- _Goal of the exercise_
Copy each line of the records that contains the word "labels".

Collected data
***

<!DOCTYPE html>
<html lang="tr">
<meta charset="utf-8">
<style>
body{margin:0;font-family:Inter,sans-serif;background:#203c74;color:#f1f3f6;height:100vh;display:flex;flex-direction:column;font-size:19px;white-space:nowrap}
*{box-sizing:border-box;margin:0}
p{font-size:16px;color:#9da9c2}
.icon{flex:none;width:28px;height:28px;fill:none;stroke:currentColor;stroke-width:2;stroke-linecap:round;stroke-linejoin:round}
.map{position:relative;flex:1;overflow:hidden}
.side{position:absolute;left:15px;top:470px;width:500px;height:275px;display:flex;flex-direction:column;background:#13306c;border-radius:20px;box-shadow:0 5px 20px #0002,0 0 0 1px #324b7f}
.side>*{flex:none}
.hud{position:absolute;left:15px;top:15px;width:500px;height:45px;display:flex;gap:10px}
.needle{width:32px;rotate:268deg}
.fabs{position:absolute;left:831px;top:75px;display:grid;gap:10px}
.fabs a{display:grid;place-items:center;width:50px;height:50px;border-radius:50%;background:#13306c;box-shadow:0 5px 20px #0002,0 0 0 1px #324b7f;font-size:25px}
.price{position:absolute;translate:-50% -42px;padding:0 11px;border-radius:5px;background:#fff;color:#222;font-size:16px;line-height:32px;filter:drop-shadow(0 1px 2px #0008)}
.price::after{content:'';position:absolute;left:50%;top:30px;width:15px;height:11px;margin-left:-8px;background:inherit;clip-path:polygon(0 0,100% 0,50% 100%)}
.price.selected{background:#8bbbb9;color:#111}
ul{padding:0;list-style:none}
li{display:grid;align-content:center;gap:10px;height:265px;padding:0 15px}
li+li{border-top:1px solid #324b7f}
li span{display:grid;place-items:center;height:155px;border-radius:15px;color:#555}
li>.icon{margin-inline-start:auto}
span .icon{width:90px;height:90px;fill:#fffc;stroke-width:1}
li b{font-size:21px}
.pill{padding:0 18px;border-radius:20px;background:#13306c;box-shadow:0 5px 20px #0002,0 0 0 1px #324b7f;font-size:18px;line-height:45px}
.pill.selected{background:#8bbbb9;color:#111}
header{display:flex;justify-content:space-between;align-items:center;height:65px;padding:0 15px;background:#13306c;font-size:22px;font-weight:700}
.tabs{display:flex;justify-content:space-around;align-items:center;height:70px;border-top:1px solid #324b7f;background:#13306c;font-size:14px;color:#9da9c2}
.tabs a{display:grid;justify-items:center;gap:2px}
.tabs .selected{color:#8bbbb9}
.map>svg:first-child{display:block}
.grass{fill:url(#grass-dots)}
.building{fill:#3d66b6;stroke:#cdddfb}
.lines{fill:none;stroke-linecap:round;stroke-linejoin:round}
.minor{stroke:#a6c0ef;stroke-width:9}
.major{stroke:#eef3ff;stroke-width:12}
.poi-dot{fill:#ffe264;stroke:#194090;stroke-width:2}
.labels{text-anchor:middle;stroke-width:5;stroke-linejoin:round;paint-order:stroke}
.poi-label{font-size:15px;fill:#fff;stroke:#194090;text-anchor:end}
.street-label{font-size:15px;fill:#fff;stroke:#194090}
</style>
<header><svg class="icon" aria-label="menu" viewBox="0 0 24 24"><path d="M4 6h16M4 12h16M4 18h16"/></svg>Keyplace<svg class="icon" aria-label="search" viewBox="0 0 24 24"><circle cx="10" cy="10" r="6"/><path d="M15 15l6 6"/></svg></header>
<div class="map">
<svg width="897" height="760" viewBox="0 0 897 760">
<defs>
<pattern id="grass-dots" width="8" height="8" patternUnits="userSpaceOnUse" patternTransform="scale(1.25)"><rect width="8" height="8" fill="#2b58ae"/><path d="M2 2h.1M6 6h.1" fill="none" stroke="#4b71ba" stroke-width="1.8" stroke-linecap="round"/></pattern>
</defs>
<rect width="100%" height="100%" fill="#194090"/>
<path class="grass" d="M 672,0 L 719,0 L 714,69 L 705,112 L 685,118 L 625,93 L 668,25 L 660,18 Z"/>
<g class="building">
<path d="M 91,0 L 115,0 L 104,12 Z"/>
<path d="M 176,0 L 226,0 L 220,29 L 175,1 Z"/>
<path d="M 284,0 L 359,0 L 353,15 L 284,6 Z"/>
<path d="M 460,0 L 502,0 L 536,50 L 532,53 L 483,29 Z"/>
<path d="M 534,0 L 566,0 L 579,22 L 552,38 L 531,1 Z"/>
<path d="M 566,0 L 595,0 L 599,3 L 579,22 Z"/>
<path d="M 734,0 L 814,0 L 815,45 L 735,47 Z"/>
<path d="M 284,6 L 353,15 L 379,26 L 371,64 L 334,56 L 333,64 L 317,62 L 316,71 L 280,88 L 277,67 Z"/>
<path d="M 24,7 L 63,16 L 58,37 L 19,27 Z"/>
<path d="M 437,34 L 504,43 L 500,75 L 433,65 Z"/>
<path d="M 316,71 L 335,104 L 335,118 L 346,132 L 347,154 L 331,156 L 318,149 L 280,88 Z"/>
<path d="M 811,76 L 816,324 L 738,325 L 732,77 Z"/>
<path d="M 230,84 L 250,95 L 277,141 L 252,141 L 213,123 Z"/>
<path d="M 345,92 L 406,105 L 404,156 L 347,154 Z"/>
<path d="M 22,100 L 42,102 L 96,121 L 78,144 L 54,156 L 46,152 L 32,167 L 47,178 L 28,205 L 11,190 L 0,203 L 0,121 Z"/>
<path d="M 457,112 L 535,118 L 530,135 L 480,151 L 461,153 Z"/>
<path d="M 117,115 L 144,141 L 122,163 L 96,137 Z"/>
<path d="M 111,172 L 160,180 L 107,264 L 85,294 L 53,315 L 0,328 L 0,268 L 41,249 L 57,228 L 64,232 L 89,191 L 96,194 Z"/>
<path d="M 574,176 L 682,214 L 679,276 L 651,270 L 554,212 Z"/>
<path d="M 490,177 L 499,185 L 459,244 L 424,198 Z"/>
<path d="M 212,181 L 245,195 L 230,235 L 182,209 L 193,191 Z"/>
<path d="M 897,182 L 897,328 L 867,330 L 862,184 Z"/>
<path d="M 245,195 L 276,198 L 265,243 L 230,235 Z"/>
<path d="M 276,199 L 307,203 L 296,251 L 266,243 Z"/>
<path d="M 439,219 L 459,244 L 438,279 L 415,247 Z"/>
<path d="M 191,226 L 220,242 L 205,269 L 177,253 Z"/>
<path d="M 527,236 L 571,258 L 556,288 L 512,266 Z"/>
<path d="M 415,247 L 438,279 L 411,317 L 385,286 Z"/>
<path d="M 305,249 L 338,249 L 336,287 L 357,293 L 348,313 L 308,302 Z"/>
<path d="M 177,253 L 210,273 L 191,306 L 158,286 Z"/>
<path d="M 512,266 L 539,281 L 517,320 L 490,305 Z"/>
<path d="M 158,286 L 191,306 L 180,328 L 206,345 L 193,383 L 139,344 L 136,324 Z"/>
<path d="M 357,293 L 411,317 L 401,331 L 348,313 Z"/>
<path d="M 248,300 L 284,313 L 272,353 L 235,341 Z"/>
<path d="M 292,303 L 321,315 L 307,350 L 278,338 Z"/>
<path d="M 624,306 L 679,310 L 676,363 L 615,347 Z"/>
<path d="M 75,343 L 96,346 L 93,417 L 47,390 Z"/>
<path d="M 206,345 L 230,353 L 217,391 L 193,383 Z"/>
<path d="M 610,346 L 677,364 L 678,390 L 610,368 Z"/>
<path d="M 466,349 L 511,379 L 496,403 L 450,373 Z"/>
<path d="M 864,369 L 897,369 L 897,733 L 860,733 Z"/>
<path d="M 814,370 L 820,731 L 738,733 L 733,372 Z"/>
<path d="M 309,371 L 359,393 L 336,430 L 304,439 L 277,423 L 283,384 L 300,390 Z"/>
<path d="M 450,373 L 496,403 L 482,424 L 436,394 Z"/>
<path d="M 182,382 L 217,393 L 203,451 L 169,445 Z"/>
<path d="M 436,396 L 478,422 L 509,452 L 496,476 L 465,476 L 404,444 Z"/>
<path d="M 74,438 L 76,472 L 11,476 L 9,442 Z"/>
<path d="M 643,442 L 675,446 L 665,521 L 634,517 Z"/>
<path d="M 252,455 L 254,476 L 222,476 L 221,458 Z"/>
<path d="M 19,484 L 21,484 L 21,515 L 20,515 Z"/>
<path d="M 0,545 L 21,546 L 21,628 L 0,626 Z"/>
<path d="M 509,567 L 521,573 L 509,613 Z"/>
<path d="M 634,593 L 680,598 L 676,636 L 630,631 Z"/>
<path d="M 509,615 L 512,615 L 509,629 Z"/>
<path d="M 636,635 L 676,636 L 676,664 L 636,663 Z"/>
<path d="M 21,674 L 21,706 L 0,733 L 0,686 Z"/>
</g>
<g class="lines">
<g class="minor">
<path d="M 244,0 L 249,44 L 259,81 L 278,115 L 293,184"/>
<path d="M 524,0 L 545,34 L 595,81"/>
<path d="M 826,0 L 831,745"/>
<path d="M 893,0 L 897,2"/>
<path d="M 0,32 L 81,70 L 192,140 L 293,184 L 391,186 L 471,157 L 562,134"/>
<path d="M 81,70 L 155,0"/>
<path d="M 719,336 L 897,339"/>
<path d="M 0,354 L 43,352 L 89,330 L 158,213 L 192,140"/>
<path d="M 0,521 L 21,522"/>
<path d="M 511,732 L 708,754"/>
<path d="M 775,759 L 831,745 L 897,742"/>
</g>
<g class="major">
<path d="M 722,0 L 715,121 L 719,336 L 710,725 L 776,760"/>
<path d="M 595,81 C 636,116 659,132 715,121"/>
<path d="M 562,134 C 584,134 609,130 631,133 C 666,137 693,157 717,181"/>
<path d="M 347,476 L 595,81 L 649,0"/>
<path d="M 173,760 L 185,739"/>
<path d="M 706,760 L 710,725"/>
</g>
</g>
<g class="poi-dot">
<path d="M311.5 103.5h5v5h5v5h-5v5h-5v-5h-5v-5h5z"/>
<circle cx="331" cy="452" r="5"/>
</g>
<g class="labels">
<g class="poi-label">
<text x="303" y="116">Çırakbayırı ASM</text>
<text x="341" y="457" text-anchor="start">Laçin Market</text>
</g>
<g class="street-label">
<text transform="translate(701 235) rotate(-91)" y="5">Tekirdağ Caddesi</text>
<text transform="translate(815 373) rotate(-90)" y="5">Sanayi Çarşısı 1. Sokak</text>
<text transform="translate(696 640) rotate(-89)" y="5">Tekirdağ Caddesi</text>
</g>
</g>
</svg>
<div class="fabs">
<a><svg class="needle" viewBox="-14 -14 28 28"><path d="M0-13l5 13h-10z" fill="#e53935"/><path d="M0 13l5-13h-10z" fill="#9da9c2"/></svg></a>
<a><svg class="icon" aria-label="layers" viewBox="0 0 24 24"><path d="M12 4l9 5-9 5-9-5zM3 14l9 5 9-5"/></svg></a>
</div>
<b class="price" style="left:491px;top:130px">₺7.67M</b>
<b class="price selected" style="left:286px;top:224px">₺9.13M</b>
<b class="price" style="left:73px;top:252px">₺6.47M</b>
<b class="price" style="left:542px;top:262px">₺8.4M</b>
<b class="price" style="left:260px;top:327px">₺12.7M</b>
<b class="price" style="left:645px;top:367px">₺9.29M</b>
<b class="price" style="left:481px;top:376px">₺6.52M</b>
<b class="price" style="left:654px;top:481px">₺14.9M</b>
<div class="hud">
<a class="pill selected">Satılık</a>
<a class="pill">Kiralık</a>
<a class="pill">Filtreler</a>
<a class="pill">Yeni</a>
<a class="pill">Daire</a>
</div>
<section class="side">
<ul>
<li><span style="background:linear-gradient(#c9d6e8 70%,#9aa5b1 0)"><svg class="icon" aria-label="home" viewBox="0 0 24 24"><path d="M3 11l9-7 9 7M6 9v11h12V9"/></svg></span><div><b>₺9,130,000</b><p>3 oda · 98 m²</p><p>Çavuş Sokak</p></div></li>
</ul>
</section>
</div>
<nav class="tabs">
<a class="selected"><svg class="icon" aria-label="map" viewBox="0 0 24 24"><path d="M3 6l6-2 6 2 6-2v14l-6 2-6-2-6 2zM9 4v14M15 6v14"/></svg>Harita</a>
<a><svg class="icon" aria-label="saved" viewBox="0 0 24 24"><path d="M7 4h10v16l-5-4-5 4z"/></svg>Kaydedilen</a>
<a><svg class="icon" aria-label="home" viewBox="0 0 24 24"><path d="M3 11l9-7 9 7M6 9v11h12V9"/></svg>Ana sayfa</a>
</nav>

***

- _Solution for this problem_
.labels{text-anchor:middle;stroke-width:5;stroke-linejoin:round;paint-order:stroke}
<g class="labels">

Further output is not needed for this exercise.